WORK ORDER »
Word for word, retype the first line of the records and every following line through the one containing "I need the bounding box of all labels, symbols".

DATA UNDER STUDY »
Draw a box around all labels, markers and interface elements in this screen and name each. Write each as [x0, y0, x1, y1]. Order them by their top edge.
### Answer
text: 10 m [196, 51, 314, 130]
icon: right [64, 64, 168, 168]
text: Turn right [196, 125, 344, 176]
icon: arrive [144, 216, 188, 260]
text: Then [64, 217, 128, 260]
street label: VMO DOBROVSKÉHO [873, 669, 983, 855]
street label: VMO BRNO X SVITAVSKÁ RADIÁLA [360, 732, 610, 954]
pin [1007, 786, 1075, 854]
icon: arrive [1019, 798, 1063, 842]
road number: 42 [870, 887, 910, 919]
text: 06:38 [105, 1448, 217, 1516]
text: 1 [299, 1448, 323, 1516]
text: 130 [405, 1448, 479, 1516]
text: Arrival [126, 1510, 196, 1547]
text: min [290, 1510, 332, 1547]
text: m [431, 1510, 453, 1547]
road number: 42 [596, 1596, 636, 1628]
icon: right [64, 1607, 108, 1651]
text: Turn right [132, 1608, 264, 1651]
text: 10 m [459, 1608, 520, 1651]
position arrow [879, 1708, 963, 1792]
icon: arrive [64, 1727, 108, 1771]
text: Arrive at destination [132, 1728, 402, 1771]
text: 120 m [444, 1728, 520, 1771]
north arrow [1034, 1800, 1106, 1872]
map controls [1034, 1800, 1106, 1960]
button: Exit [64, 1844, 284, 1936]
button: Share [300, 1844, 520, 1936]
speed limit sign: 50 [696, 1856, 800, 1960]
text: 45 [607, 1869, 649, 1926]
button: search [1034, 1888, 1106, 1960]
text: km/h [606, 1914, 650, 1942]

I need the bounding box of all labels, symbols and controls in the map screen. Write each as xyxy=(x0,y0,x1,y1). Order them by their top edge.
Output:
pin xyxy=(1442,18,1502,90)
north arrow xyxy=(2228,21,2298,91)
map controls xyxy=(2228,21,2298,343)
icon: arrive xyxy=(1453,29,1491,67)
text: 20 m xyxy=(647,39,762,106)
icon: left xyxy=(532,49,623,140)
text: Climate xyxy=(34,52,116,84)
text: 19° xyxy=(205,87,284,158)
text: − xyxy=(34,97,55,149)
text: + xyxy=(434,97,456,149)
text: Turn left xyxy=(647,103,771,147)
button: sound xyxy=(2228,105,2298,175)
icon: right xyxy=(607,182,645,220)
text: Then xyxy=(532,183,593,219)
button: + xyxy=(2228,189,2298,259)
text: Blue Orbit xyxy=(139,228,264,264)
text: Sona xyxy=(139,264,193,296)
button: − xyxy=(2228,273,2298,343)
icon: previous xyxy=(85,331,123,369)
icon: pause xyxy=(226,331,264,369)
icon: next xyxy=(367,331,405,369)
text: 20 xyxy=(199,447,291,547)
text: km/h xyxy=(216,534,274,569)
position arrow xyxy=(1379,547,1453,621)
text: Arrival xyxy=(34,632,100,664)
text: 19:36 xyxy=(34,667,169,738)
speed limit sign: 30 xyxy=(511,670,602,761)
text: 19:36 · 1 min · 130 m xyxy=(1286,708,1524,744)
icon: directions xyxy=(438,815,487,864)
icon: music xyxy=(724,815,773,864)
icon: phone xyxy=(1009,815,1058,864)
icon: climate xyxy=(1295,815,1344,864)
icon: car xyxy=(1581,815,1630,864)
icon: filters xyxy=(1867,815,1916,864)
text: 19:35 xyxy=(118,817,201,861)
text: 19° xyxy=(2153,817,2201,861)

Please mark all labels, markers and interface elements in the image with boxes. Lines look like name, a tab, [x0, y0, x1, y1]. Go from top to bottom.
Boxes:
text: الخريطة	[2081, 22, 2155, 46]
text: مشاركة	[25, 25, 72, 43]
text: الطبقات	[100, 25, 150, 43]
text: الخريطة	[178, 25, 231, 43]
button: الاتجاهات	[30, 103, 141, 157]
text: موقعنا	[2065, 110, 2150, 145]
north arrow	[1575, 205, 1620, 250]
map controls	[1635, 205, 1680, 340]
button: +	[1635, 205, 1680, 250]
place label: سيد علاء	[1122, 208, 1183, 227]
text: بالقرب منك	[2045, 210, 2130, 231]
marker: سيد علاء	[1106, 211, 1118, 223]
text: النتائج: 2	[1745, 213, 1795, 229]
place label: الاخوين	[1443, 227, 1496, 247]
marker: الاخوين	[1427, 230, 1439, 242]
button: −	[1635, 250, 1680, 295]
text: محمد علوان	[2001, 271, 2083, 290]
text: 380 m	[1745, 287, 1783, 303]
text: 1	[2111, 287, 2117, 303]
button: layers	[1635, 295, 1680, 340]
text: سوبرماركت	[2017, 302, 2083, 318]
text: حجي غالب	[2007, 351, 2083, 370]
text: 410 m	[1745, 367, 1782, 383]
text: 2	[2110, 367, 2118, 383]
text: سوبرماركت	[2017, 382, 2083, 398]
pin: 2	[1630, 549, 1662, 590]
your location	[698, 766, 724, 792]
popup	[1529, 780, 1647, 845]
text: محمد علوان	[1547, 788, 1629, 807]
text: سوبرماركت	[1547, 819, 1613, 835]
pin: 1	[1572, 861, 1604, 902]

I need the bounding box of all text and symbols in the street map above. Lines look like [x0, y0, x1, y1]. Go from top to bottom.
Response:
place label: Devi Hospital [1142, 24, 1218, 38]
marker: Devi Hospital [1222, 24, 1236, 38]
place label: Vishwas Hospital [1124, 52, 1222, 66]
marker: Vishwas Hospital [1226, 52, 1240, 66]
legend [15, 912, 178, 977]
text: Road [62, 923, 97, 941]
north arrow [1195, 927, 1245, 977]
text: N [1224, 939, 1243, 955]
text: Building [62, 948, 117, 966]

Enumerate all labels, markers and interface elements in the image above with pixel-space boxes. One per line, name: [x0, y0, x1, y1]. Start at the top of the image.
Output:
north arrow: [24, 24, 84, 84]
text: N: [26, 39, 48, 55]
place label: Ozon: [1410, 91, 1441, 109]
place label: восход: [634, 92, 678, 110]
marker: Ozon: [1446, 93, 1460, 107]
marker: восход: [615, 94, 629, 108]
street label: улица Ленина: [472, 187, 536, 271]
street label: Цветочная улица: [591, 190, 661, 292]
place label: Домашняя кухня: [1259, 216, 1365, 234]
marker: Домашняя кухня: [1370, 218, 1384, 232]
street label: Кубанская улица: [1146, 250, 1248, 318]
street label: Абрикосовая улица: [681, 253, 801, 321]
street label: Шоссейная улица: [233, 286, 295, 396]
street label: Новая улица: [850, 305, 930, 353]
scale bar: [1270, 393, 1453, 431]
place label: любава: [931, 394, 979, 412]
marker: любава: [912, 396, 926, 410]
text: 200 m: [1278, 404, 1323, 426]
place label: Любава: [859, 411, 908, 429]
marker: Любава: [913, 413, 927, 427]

PROBLEM SOLUTION »
Draw a box around all labels, markers and interface elements in this screen and name each. Write each as [x0, y0, x1, y1]. Order them by their top edge.
### Answer
text: 10 m [196, 51, 314, 130]
icon: right [64, 64, 168, 168]
text: Turn right [196, 125, 344, 176]
icon: arrive [144, 216, 188, 260]
text: Then [64, 217, 128, 260]
street label: VMO DOBROVSKÉHO [873, 669, 983, 855]
street label: VMO BRNO X SVITAVSKÁ RADIÁLA [360, 732, 610, 954]
pin [1007, 786, 1075, 854]
icon: arrive [1019, 798, 1063, 842]
road number: 42 [870, 887, 910, 919]
text: 06:38 [105, 1448, 217, 1516]
text: 1 [299, 1448, 323, 1516]
text: 130 [405, 1448, 479, 1516]
text: Arrival [126, 1510, 196, 1547]
text: min [290, 1510, 332, 1547]
text: m [431, 1510, 453, 1547]
road number: 42 [596, 1596, 636, 1628]
icon: right [64, 1607, 108, 1651]
text: Turn right [132, 1608, 264, 1651]
text: 10 m [459, 1608, 520, 1651]
position arrow [879, 1708, 963, 1792]
icon: arrive [64, 1727, 108, 1771]
text: Arrive at destination [132, 1728, 402, 1771]
text: 120 m [444, 1728, 520, 1771]
north arrow [1034, 1800, 1106, 1872]
map controls [1034, 1800, 1106, 1960]
button: Exit [64, 1844, 284, 1936]
button: Share [300, 1844, 520, 1936]
speed limit sign: 50 [696, 1856, 800, 1960]
text: 45 [607, 1869, 649, 1926]
button: search [1034, 1888, 1106, 1960]
text: km/h [606, 1914, 650, 1942]

I need the bounding box of all labels, symbols and controls in the map screen. Write each as xyxy=(x0,y0,x1,y1). Order them by their top edge.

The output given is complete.